Tejinder S Kalra – Chief Operating Officer– Indus Towers Limited
Yes, we had a deferred recognition of Rs.11 billion in our total revenues and Rs.5.5 billion in our core service revenue. So rs.5.5 is of course part of the 11 billion.
Tanay Shah - Dolat Capital - Mumbai
Understood, fair enough. Thank you so much that is it from my end. Thank you.
Vandana – Moderator
Thank you very much Mr. Shah. The next question comes from Ms. Falguni Dutta from Jet Age Securities Pvt. Ltd. from Kolkata. Ms. Dutta you may ask your question now.
Falguni Dutta – Jet Age Securities Private Limited - Kolkata
I just have one basic question, the revenue that we mentioned, revenue from rentals is Rs.4,780 Crores for the quarter and the gross revenue is Rs.7,960 Crores. What comprises the difference there?

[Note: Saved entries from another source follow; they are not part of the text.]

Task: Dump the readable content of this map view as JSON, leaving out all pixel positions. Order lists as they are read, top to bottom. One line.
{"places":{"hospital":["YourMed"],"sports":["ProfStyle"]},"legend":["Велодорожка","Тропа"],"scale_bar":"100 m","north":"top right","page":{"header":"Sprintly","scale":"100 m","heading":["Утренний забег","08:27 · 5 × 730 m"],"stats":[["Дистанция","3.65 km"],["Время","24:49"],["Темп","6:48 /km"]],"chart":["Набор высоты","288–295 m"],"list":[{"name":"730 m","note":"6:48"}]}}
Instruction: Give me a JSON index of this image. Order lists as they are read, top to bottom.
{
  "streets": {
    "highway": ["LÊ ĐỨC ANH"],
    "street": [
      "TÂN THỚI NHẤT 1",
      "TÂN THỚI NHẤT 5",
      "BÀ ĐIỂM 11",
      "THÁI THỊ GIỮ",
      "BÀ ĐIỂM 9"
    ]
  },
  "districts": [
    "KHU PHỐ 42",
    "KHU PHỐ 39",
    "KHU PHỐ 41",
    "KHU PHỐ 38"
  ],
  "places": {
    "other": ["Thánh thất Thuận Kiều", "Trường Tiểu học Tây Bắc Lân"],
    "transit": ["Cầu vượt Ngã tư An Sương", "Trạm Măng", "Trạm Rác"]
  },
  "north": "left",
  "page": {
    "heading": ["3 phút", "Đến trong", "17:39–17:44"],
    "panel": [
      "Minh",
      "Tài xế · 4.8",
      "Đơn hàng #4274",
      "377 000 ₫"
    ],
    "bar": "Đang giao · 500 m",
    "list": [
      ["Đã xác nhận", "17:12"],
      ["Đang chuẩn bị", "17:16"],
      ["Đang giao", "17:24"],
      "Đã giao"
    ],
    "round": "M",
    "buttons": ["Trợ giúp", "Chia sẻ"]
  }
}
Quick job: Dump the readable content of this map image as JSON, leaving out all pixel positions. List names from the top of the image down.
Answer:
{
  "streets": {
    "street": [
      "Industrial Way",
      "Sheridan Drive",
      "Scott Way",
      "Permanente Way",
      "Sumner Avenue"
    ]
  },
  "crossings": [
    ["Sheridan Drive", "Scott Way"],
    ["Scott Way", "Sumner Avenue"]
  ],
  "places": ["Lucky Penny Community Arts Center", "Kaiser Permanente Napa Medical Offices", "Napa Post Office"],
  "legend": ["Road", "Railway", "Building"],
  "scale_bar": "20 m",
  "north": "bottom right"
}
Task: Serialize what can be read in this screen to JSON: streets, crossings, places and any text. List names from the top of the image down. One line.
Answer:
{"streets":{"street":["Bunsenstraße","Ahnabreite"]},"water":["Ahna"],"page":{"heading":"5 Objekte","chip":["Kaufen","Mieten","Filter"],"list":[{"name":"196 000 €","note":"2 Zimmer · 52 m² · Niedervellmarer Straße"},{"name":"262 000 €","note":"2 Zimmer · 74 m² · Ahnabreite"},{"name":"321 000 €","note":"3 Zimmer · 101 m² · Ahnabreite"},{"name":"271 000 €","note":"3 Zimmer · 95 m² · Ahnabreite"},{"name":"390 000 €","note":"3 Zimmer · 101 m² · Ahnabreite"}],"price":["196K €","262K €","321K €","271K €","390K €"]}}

Vikas Poddar – Chief Financial Officer– Indus Towers Limited
So, basically within our gross revenue we have two sources, so one is the rental that we earn from our towers and then we also have our energy revenue which is largely coming from the pass through of the energy cost that we bill to our customers. To make it simple for you Falguni, the difference between the two lines is the energy revenue.
Falguni Dutta – Jet Age Securities Private Limited - Kolkata
So this energy revenue would mean the cost that we incur is just a breakup of the revenue between cost and the net that we get to understand it correctly. Because the energy cost is the cost we would be incurring which we are passing on to the consumers so one is that and the other is the net rental composition if we were to understand the gross revenue breakup, is that correct?
Vikas Poddar – Chief Financial Officer– Indus Towers Limited
That is right yes.
Falguni Dutta – Jet Age Securities Private Limited - Kolkata
Thank you, Sir.
Vandana – Moderator
Thank you very much Ms. Dutta. The next question comes from Mr. Pranav Kshatriya from Nuvama, Mumbai. Mr. Kshatriya you may please ask your question now.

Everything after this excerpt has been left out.